The headlines on stories about the release of findings by the telecom regulator, the CRTC, on the role of payphones in Canada were all over the place.
While The Globe and Mail declared, “Canadians are’’t ready to cut cords with payphones just yet,” the radio station NewsTalk1010 asked, “Who uses payphones anymore?”; and the Winnipeg Free Press said, “In wireless era, CRTC sets stage for humble coin-operated phone’s orderly end.”
The National Post summed up: “Pay phones obsolete for most Canadians but still critical for remote communities and low-income people.” And the Medicine Hat News headline read, inexplicably: “When the caribou stop dropping: CRTC wants rules for payphone’s orderly demise.”
Caribou references aside, the news reports were quite clear. Payphones usage is dwindling. Whereas 50 per cent of Canadians stated they used payphones in 2004, today, that number is down to just over one third, according to CRTC (the Canadian Radio-television and Telecommunications Commission).
During a fact-finding process, last year, (in which the DiversityCanada Foundation and the National Pensioners Federation filed a joint submission), the telephone companies told the regulator that they can’t afford to operate low-revenue-generating payphones.
The CRTC’s announcement showed it heard them loud and clear.
As part of the fact-finding exercise, the CRTC had banned telephone companies from removing the last payphone in any community. Now, the regulator says it will lift that ban in the near future.
First, however, it wants to modify its rules so that the telcos will have to give notice to municipalities and First Nations reserves before tearing out the last payphone in their community.
This leaves the impression of an unsatisfactory state of affairs. It is certainly a good thing to ensure that the phone company cannot sneakily rip out the last payphone by making it mandatory that the telco inform the local authority and residents of its intentions. But what happens when the community does not want to lose its last payphone?
The CRTC’s announcement was silent on whose responsibility it would or should be to pay for maintaining the last payphone in communities across Canada.
The implication, however, is that the burden will be shifted onto the communities themselves.
This would mean that billion-dollar corporations will be able to cherry-pick sites where payphones would contribute to their profits, while leaving low-revenue-generating communities (particularly those that are small, rural and remote) in a lurch.
Talk about a clear case of privilege without responsibility.
DiversityCanada and the National Pensioners Federation were among consumer interest groups that called on the CRTC to take a different tack. The approach we recommended would see Canada operate under a regime that:
1. acknowledges that every person has a right to have access to telecommunications services, and,
2. recognizes that payphones are the best means of ensuring universal access to at least the most basic form of telecommunications services.
Consumer interest groups argued, and a report commissioned by the CRTC corroborated, that payphones are still required to serve the telecommunications needs of the most vulnerable and disadvantaged, as well as those of all Canadians (regardless of socio-economic status) in times of distress or emergency.
Fortunately, statements by chairman Jean Pierre Blais indicate that the CRTC also heard consumer interest groups loud and clear.
“It’s certainly true that the reduction of payphone use is considerable, but I wouldn’t jump to the conclusion that everybody is not using it … because there are people, more vulnerable Canadians, that still see value in it,” Blais was quoted as saying. “We’re talking here about Canadians that are more vulnerable, low-income Canadians, the homeless, maybe perhaps victims of abuse that don’t have the financial means to even have landlines or wireless phones that need to contact the government for social and medical services.”
So while CRTC’s release was silent on how it will be possible for communities to keep their last payphone if it is scheduled for decommissioning, there is still a chance for Canadians to tell the regulator how to get this right
According to its three-year plan, the CRTC is soon to hold a public hearing on what constitutes basic telecommunications services in Canada, and how it should be paid for.
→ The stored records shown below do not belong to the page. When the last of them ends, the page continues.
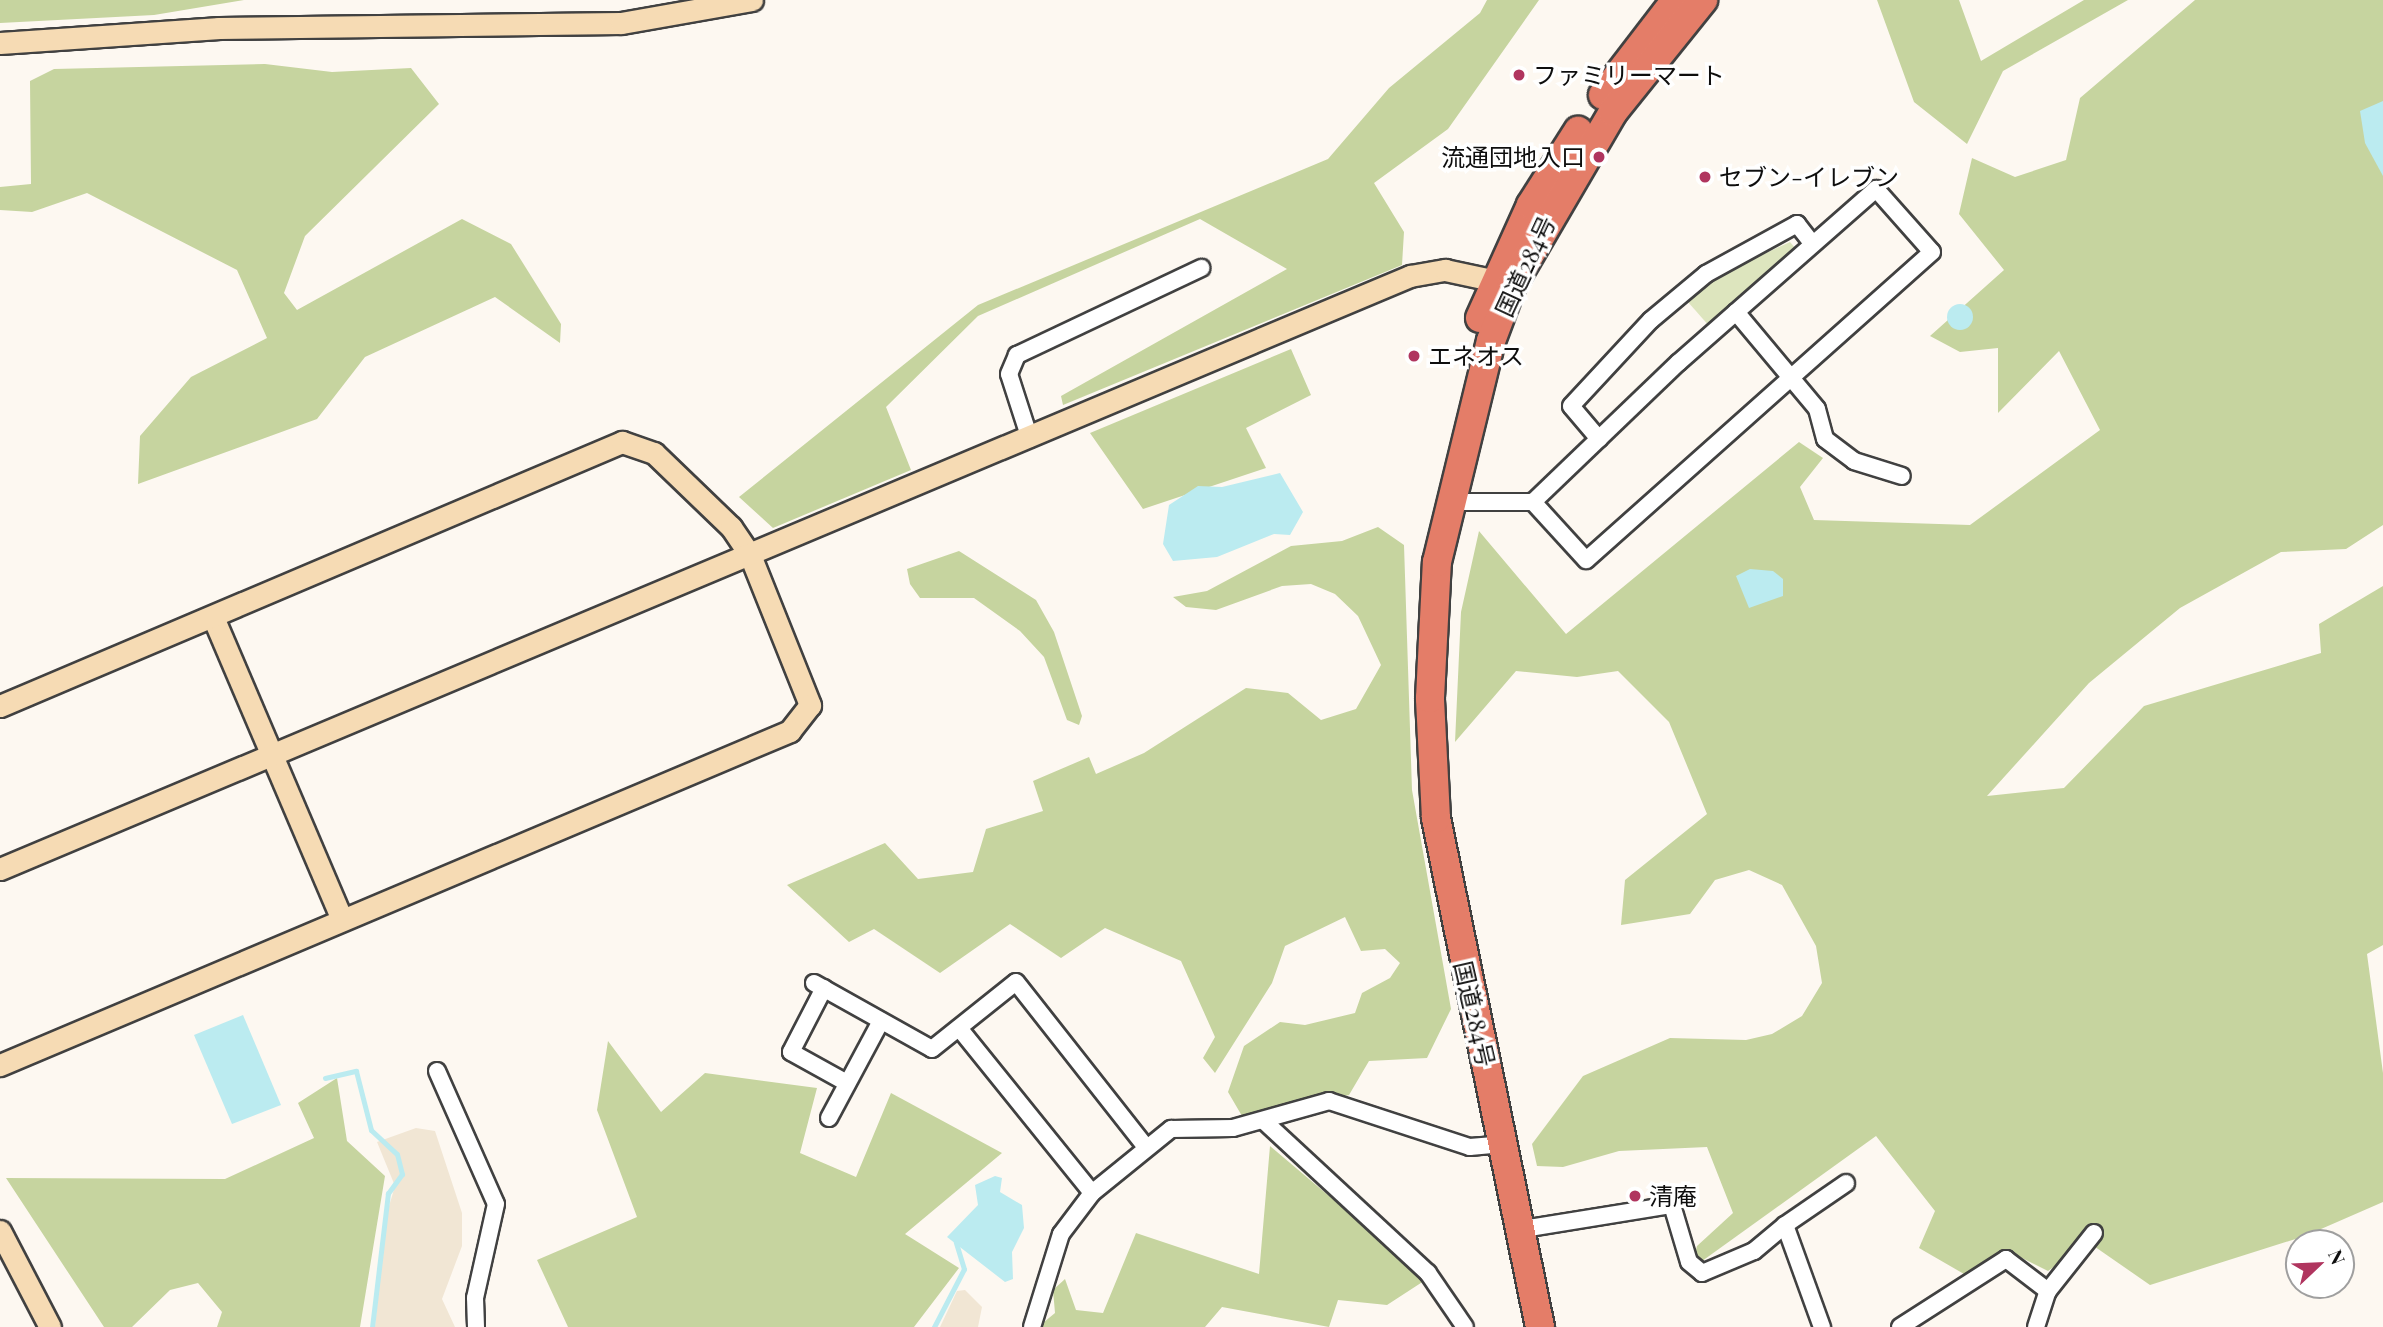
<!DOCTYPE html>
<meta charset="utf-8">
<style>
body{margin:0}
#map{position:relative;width:2383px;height:1327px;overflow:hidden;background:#fdf8f1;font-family:"Playfair Display","Noto Sans JP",serif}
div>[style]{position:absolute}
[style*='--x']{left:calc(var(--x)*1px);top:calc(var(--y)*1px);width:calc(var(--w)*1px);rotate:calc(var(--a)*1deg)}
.farmland>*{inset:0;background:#f1e6d4}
.green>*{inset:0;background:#dde5be}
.forest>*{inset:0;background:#c6d49f}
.water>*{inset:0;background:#bbebf0}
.round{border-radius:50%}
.stream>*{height:5px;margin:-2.5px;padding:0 2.5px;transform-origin:2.5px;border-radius:2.5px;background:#bbebf0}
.roads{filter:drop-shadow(2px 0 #414141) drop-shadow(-2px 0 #414141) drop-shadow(0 2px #414141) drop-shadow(0 -2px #414141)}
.street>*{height:16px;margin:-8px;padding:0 8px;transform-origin:8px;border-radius:8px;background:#fff}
.secondary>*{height:21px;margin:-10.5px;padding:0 10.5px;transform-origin:10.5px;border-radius:10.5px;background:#f6dbb4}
.highway>*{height:28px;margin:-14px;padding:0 14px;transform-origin:14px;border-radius:14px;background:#e47d68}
.dots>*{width:19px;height:19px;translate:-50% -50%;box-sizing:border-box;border:4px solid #fff;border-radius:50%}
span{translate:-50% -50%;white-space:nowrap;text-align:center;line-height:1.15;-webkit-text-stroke:7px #fff;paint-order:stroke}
.poi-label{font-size:24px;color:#0e0e0e}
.left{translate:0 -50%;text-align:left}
.right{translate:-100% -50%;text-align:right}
.street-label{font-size:24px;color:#0e0e0e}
.north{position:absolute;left:2285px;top:1229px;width:70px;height:70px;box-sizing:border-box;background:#fff;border:2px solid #9f9f9f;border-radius:50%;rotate:67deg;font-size:19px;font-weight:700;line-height:28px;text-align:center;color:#0e0e0e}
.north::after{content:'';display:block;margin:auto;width:24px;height:32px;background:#b0355f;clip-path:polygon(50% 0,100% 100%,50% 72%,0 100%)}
</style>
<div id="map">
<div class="farmland">
<div style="clip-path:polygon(416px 1128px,435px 1131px,462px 1213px,462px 1246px,442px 1299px,455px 1327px,375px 1327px,384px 1223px,395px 1186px,377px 1142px)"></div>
<div style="clip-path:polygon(965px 1290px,982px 1307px,978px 1327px,940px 1327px,957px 1291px)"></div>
</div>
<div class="green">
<div style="clip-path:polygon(1790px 242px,1797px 250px,1710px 327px,1688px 302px,1716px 276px)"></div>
</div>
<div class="forest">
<div style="clip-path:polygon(0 0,244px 0,154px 15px,0 23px)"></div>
<div style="clip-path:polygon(1487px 0,1539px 0,1448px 129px,1374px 183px,1404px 232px,1402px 265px,1063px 405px,1061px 396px,1287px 269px,1200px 219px,978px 316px,886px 407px,911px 470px,773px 528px,739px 497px,978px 305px,1328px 159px,1389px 88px,1480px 13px)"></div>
<div style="clip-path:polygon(1877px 0,1959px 0,1981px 61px,2084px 0,2128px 0,2003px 71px,1967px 144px,1914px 102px)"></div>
<div style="clip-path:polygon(2195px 0,2383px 0,2383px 525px,2346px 549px,2281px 552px,2180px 608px,2089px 683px,1987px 796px,2064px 788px,2144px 706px,2321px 653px,2319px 624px,2383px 586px,2383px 945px,2367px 954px,2383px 1073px,2383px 1202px,2305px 1236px,2150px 1285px,2088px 1242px,2048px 1271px,2010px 1252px,1964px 1274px,1919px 1248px,1935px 1211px,1876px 1136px,1691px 1269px,1697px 1246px,1733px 1213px,1707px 1147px,1619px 1151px,1563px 1167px,1537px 1166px,1532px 1144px,1583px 1076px,1670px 1038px,1746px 1040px,1772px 1034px,1802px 1016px,1822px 983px,1816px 946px,1782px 885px,1749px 870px,1715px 880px,1690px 914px,1621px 925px,1625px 880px,1707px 814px,1669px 722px,1618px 671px,1577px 677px,1516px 671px,1455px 742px,1461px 612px,1479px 531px,1566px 634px,1799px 442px,1823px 458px,1800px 487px,1814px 520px,1970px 525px,2100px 430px,2059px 351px,1998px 413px,1998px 348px,1960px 352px,1930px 336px,2004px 270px,1959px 214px,1972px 158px,2015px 177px,2066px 160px,2080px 98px)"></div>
<div style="clip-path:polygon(265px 64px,332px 72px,411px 68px,439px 104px,305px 236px,284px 293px,297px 310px,462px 219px,511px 244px,561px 324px,560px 343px,495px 297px,365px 357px,317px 419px,138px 484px,140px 436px,191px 377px,267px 338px,237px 270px,87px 193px,32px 212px,0 210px,0 187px,31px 184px,30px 81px,54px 69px)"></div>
<div style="clip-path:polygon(1291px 349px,1311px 395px,1246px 428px,1266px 468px,1143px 509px,1090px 433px)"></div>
<div style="clip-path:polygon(1378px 527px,1404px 545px,1412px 790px,1451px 1009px,1427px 1058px,1369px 1061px,1349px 1095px,1242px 1116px,1228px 1092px,1244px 1046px,1280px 1022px,1305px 1025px,1355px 1013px,1362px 993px,1390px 978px,1400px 963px,1385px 949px,1361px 951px,1345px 917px,1285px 946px,1272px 983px,1215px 1073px,1203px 1058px,1215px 1037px,1181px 961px,1105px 928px,1061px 958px,1010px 924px,940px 973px,874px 929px,849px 942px,787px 885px,885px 843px,918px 879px,973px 872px,986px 829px,1043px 811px,1033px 781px,1089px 757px,1096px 774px,1144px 753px,1246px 688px,1288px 693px,1321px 720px,1356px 709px,1381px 665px,1358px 616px,1335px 594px,1311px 584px,1282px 586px,1216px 610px,1186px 607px,1173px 597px,1207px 591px,1291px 546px,1342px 541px)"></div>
<div style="clip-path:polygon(959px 551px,1036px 600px,1054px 632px,1082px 716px,1079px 725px,1067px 720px,1044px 657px,1020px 631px,974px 598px,920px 598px,910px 584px,907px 569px)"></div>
<div style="clip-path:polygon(608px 1041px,661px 1112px,705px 1073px,817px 1088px,800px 1153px,856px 1177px,891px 1093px,1002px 1153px,905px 1234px,959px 1268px,914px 1327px,568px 1327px,537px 1260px,637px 1217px,597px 1110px)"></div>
<div style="clip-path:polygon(337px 1078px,347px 1141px,385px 1176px,360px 1327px,217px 1327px,222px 1312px,198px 1283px,170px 1290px,132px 1327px,104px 1327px,6px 1178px,225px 1179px,314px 1138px,298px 1103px)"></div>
<div style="clip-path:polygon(1270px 1146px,1427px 1279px,1387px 1305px,1338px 1300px,1329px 1327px,1222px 1307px,1205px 1327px,1038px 1327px,1055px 1313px,1053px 1290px,1065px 1279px,1076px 1310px,1103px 1313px,1136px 1233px,1259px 1274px)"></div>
</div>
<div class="water">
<div style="clip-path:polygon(2383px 101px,2383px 176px,2365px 143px,2360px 111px)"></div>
<div class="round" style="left:1947px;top:304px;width:26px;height:26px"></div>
<div style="clip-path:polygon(1280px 473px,1303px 512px,1290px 535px,1274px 534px,1217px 557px,1173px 561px,1163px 544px,1169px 505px,1198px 486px,1222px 487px)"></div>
<div style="clip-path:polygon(1750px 569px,1773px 571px,1783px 579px,1783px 596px,1749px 608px,1736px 576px)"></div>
<div style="clip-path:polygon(243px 1015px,281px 1105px,232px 1124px,194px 1035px)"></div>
<div style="clip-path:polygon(995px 1176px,1002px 1178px,1000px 1192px,1022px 1205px,1024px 1228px,1012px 1252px,1013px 1279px,1005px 1282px,947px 1237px,978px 1205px,975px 1185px)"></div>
</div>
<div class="stream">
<div style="--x:325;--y:1078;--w:32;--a:-13"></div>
<div style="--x:356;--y:1071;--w:61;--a:75.7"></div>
<div style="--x:371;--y:1130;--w:35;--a:43"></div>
<div style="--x:397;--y:1154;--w:21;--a:76"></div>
<div style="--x:402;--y:1174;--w:24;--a:126"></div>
<div style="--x:388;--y:1193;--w:135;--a:96.8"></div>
<div style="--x:934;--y:1327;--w:65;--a:-62.7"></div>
<div style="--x:964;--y:1269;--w:28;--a:-107"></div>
</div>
<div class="roads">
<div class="street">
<div style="--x:1736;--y:312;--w:126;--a:50.1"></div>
<div style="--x:1817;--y:409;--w:31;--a:75"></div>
<div style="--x:1825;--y:439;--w:36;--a:37"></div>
<div style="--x:1854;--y:461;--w:50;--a:17.4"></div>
<div style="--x:1030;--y:439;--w:68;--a:-107.9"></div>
<div style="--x:1009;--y:374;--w:21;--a:-67"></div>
<div style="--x:1017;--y:355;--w:204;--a:-25.3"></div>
<div style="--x:1599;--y:439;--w:43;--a:-130.3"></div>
<div style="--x:1571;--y:406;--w:117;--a:-47.1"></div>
<div style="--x:1651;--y:320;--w:72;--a:-39.9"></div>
<div style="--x:1706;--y:274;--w:104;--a:-28.8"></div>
<div style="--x:1797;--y:224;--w:24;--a:52"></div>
<div style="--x:1450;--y:495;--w:17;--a:24"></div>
<div style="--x:1466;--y:502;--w:67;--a:0"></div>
<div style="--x:1533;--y:502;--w:201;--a:-43.8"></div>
<div style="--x:1678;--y:363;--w:264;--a:-41.3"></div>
<div style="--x:1876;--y:189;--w:84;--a:48.4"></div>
<div style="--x:1932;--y:252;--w:463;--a:138.3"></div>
<div style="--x:1586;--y:560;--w:79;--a:-132.4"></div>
<div style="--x:814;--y:983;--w:135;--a:29.2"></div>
<div style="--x:932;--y:1049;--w:107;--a:-38.6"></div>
<div style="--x:1016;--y:982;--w:210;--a:51.8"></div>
<div style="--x:824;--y:988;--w:72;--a:117.3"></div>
<div style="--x:791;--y:1052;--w:64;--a:29"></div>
<div style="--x:959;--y:1028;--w:212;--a:51.1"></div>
<div style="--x:437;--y:1071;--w:145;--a:66.1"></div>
<div style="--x:496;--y:1204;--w:96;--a:102.6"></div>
<div style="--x:475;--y:1298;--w:29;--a:88"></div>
<div style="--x:829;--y:1118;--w:110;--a:-61.8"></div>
<div style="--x:1265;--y:1122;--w:222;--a:42.8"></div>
<div style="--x:1428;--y:1273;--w:65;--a:55.6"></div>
<div style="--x:1785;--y:1225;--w:74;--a:-34.5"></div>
<div style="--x:1523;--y:1229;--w:151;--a:-9.2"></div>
<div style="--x:1672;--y:1205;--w:59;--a:73.4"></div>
<div style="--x:1689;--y:1262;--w:17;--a:40"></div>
<div style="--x:1702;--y:1273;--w:56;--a:-22.9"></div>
<div style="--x:1754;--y:1251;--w:40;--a:-40"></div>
<div style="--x:1785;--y:1225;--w:109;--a:70.1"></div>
<div style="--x:1032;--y:1327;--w:97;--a:-72.7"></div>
<div style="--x:1061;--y:1234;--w:51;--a:-52.9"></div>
<div style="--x:1092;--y:1193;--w:102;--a:-39"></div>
<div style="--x:1171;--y:1129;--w:62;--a:-0.9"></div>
<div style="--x:1233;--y:1128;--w:100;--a:-15.7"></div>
<div style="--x:1329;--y:1101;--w:148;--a:18.1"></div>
<div style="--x:1470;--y:1147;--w:33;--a:-5"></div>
<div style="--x:1900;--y:1327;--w:126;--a:-32.7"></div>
<div style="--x:2006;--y:1259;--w:53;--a:37.3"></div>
<div style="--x:2036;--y:1327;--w:38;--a:-72"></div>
<div style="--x:2048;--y:1291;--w:74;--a:-51.6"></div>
</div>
<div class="secondary">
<div style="--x:0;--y:43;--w:220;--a:-3.9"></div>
<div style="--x:219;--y:28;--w:402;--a:-0.7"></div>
<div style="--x:621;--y:23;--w:133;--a:-10"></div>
<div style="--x:213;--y:617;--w:329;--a:66.9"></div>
<div style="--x:0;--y:706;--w:676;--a:-23"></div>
<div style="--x:622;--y:442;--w:34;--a:19"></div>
<div style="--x:654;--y:453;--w:107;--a:43.9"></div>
<div style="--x:731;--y:527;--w:34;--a:56"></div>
<div style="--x:750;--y:555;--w:162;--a:68.2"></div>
<div style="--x:810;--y:705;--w:33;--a:128"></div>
<div style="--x:790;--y:731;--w:858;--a:157.08"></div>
<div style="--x:0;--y:869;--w:1530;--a:-22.81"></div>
<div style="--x:1410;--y:276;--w:36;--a:-10"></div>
<div style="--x:1445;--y:270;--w:67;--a:12"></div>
<div style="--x:0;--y:1231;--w:108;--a:62.5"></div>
</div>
<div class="highway">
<div style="--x:1603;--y:95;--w:120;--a:-52.5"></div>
<div style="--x:1480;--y:318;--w:124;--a:-65.7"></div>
<div style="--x:1531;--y:205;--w:88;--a:-57.6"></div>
<div style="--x:1540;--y:1327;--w:520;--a:-101.55"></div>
<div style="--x:1436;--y:818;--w:120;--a:-92.9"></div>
<div style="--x:1430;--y:698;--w:136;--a:-87.1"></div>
<div style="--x:1437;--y:562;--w:228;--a:-76.3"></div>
<div style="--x:1491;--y:341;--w:60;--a:-69.4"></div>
<div style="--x:1512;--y:285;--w:200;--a:-59.7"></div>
<div style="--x:1613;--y:112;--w:144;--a:-51.2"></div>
</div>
</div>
<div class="dots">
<div style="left:1519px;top:75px;background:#b0355f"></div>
<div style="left:1599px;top:157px;background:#b0355f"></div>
<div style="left:1705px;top:177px;background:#b0355f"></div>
<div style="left:1414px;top:356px;background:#b0355f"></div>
<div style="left:1635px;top:1196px;background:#b0355f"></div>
</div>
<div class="poi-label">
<span class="left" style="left:1533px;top:75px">ファミリーマート</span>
<span class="right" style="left:1585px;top:157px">流通団地入口</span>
<span class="left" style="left:1719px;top:177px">セブン-イレブン</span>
<span class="left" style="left:1428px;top:356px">エネオス</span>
<span class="left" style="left:1649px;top:1196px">清庵</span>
</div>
<div class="street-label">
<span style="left:1525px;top:266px;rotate:-65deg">国道284号</span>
<span style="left:1475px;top:1014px;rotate:77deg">国道284号</span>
</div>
<div class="north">N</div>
</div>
Canada’s problems with dwindling payphone usage and disappearing devices are not unique. Other jurisdictions have dealt with the situation by mandating that telecommunications companies contribute to a fund which communities can apply to in order to pay for the maintenance of payphone service in their community.
This solution seems to strike the right balance. No telephone company would be forced to maintain service where it does not want to operate. At the same time, the highly profitable telecommunications sector as a whole would be contributing to ensuring that all communities that require payphone service have it. And the communities would be empowered to, themselves, maintain the level of telecommunications services they consider necessary.
We think it’s a win-win solution, and we’ll make sure the CRTC takes it into consideration when deciding what the words “basic telecommunications services” should mean in Canada.
Celia Sankar is the Executive Director of the DiversityCanada Foundation.